Paciente do sexo feminino, 30
anos. Primeira gestação, a termo, relato de pré-natal sem intercorrências,
porém com relato de episódios de sangramento gengival e várias visitas ao hospital por dor abdominal, com pico hipertensivo
em uma delas.
Admitida no hospital com
história de contrações uterinas e sangramento vaginal. Em avaliação apresentava
dilatação máxima de colo uterino e
sangramento vaginal em pequena quantidade, evoluindo com parto vaginal. O
recém-nascido apresentou Índice de Apgar 3 e 6, líquido amniótico com mecônio
espesso (3+/4), sendo encaminhado a UTI neonatal.
Uma hora após o parto, a
paciente apresentou sangramento intenso através da sutura da episiotomia
paramediana. O útero estava contraído e foi encaminhada para ressutura no
centro cirúrgico. Após algumas horas, evoluiu
com náuseas e astenia. Apresentava-se taquicárdica (FC 117bpm, ritmo sinusal) e
hipotensa (PA 90/60mmHg), responsiva a expansão volêmica inicial. Notado discreto
sangramento vaginal e abaulamento de episiorrafia, sendo encaminhada a UTI.

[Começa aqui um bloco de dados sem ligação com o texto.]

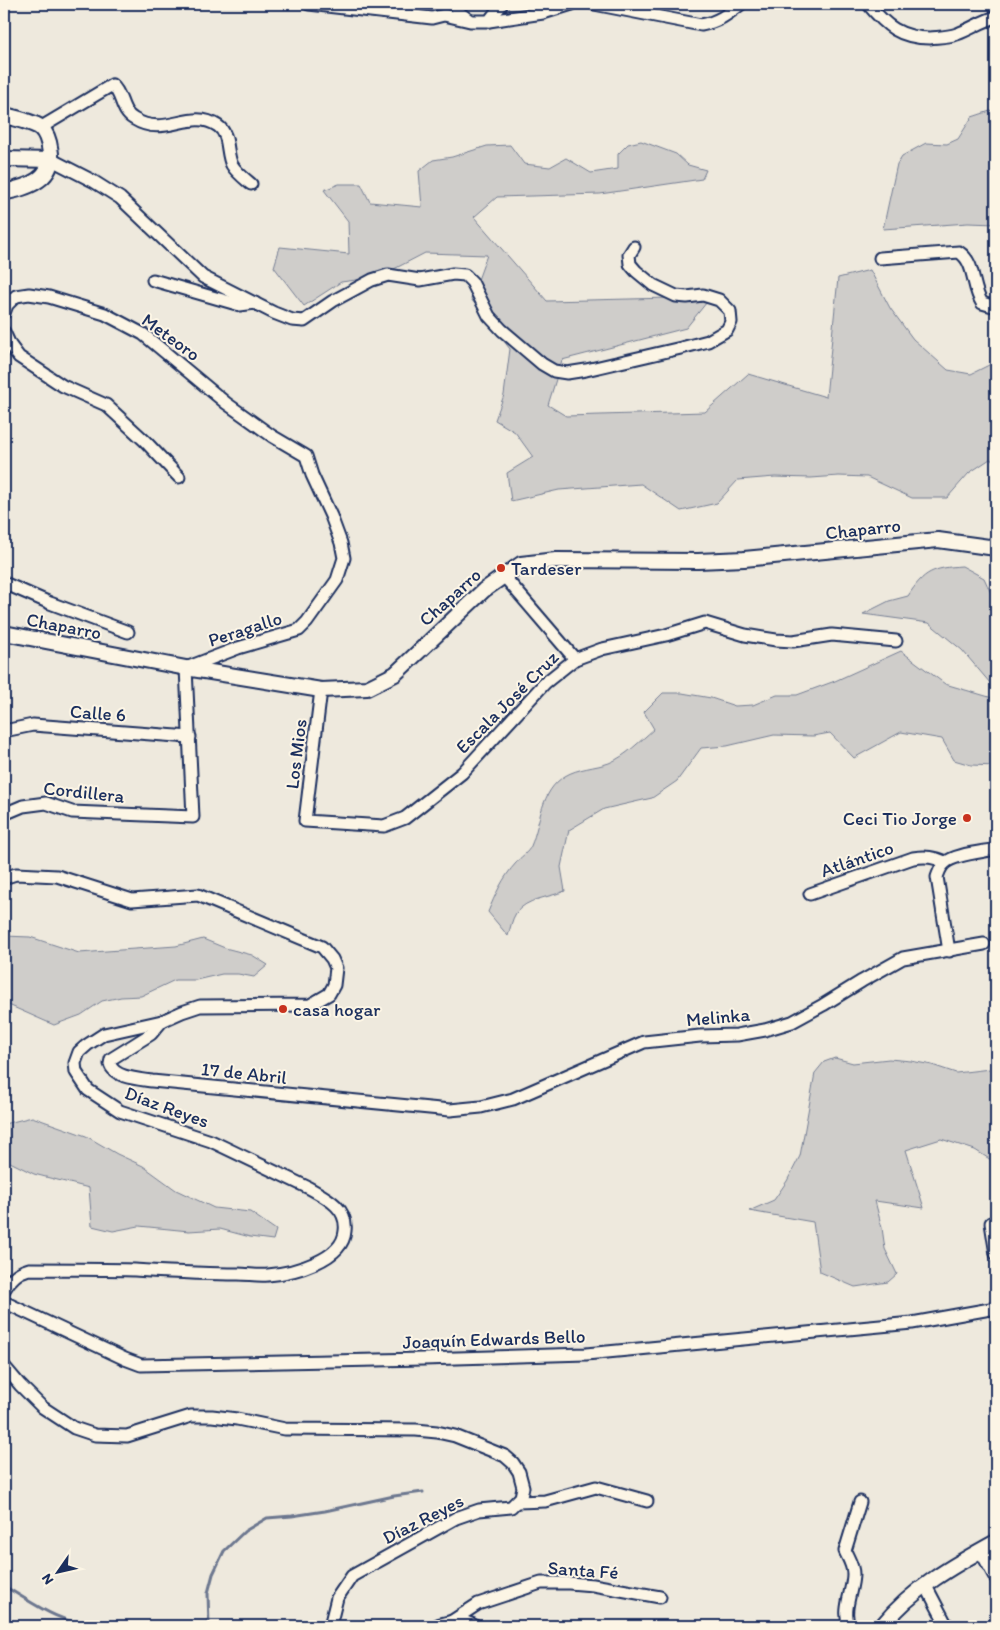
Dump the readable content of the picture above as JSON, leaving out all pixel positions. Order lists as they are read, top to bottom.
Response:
{
  "streets": {
    "street": [
      "Meteoro",
      "Chaparro",
      "Peragallo",
      "Escala José Cruz",
      "Calle 6",
      "Los Mios",
      "Cordillera",
      "Atlántico",
      "Melinka",
      "17 de Abril",
      "Díaz Reyes",
      "Joaquín Edwards Bello",
      "Santa Fé"
    ]
  },
  "crossings": [
    ["Meteoro", "Peragallo"],
    ["Chaparro", "Peragallo"],
    ["Chaparro", "Los Mios"],
    ["Escala José Cruz", "Los Mios"],
    ["Calle 6", "Cordillera"],
    ["Melinka", "17 de Abril"],
    ["17 de Abril", "Díaz Reyes"]
  ],
  "places": ["Tardeser", "Ceci Tio Jorge", "casa hogar"],
  "north": "bottom left"
}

Nos exames de admissão observado
queda importante de hemoglobina (Hb), coagulopatia, alterações de função renal
e hepática (Tabela 1), com escore SAPS 3 de 70 e SOFA de 10. Foi transfundida
(Tabela 1) e mantida em vigilância hemodinâmica e de sangramentos.
Realizada ultrassonografia
de abdome/transvaginal: fígado sem alterações; pequena quantidade de líquido
livre perihepático, periesplênico e em fossas ilíacas; útero globoso com
dimensões aumentadas, medindo 17,3 x 7,3 x 9,4 cm (volume 502 cm3);
ecotextura miometrial heterogênea e eco endometrial centrado, homogêneo, com
espessura de até 1,1cm.
No 2º pós-parto (PP) evoluiu
com choque refratário (noradrenalina 1,78 µg/kg/min e vasopressina 0,04 U/min)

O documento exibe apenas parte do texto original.